» Aim of the task: Check each line of the records below and collect those that include the word "Qingshui".

» Records provided:
________________________________________

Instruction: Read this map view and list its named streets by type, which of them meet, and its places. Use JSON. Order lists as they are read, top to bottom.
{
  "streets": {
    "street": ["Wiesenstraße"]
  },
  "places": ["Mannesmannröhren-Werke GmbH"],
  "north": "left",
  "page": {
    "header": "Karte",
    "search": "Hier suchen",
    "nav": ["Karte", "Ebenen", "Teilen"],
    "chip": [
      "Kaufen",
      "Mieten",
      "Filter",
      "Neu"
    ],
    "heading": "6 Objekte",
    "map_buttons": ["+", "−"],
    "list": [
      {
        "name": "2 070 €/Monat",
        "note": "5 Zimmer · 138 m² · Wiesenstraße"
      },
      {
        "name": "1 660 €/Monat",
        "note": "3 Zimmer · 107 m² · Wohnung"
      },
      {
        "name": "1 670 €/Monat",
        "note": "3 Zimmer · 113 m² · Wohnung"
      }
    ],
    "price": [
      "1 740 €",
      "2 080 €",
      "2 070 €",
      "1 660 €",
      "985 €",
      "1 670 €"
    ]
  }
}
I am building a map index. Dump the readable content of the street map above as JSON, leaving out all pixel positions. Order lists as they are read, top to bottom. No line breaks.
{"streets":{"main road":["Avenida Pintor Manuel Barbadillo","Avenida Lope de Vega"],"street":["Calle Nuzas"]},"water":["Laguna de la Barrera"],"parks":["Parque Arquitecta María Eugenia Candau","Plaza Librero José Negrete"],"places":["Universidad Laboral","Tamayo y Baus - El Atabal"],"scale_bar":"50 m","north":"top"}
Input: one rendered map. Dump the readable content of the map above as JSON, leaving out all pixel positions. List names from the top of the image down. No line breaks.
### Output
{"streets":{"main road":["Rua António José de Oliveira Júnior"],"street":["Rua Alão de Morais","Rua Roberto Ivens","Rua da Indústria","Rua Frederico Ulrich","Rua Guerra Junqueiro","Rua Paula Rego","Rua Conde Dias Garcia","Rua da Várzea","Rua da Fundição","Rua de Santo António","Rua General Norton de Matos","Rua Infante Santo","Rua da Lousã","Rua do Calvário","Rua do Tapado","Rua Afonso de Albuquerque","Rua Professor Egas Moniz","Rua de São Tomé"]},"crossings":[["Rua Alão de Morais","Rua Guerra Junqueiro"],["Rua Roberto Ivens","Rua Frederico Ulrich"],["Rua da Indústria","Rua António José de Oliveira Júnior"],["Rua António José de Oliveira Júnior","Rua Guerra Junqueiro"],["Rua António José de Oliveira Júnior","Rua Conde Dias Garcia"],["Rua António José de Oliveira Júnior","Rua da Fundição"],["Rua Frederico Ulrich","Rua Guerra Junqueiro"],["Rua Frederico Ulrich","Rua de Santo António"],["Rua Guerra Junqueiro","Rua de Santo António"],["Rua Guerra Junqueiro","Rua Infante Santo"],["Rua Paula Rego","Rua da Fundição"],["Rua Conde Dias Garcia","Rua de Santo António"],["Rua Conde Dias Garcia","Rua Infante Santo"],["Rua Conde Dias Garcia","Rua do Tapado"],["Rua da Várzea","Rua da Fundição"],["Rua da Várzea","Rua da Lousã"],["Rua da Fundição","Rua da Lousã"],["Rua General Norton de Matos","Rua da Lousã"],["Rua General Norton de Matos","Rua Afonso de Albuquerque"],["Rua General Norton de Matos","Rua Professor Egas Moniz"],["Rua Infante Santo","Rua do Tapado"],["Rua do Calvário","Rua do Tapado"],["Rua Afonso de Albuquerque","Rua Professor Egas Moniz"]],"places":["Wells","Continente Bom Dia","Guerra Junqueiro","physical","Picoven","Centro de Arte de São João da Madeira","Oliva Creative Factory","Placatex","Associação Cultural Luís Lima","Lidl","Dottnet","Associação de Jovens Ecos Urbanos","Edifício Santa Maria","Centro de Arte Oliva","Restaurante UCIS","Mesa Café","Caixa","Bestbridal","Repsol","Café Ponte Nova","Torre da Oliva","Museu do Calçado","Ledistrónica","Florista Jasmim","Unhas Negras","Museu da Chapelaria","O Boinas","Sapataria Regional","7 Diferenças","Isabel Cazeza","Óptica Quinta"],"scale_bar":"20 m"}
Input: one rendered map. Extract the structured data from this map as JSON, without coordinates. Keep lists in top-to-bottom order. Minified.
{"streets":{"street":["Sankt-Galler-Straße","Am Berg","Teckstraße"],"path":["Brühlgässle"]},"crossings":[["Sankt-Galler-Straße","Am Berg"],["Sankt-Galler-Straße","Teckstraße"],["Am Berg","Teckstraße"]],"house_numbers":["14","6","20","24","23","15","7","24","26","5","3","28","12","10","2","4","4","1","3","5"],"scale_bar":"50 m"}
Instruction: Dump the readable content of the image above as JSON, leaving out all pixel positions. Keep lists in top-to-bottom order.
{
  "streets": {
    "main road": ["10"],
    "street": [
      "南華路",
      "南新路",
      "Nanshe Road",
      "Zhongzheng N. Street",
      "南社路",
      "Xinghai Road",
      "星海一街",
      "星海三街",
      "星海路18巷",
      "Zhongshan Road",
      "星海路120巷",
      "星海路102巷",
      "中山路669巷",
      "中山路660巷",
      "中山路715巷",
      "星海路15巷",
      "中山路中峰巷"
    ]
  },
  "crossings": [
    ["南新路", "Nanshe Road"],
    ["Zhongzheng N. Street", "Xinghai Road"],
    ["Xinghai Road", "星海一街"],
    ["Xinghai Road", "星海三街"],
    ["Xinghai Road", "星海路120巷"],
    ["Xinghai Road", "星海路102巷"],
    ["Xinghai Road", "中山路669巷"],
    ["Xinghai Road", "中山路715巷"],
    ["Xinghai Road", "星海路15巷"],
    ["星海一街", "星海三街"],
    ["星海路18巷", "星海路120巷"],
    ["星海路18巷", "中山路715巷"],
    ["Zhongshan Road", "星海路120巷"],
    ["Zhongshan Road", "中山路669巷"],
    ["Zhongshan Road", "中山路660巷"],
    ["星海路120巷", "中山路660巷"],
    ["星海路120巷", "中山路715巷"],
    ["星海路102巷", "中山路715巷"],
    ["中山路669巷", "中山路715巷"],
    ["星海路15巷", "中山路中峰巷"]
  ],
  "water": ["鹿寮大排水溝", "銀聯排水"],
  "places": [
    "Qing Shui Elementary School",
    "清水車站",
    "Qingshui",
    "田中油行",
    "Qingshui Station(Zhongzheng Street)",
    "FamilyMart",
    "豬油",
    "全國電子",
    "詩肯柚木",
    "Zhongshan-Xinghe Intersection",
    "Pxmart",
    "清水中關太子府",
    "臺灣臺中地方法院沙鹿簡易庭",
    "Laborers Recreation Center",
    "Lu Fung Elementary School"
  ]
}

________________________________________

» Answer to this problem:
    "Qingshui",
    "Qingshui Station(Zhongzheng Street)",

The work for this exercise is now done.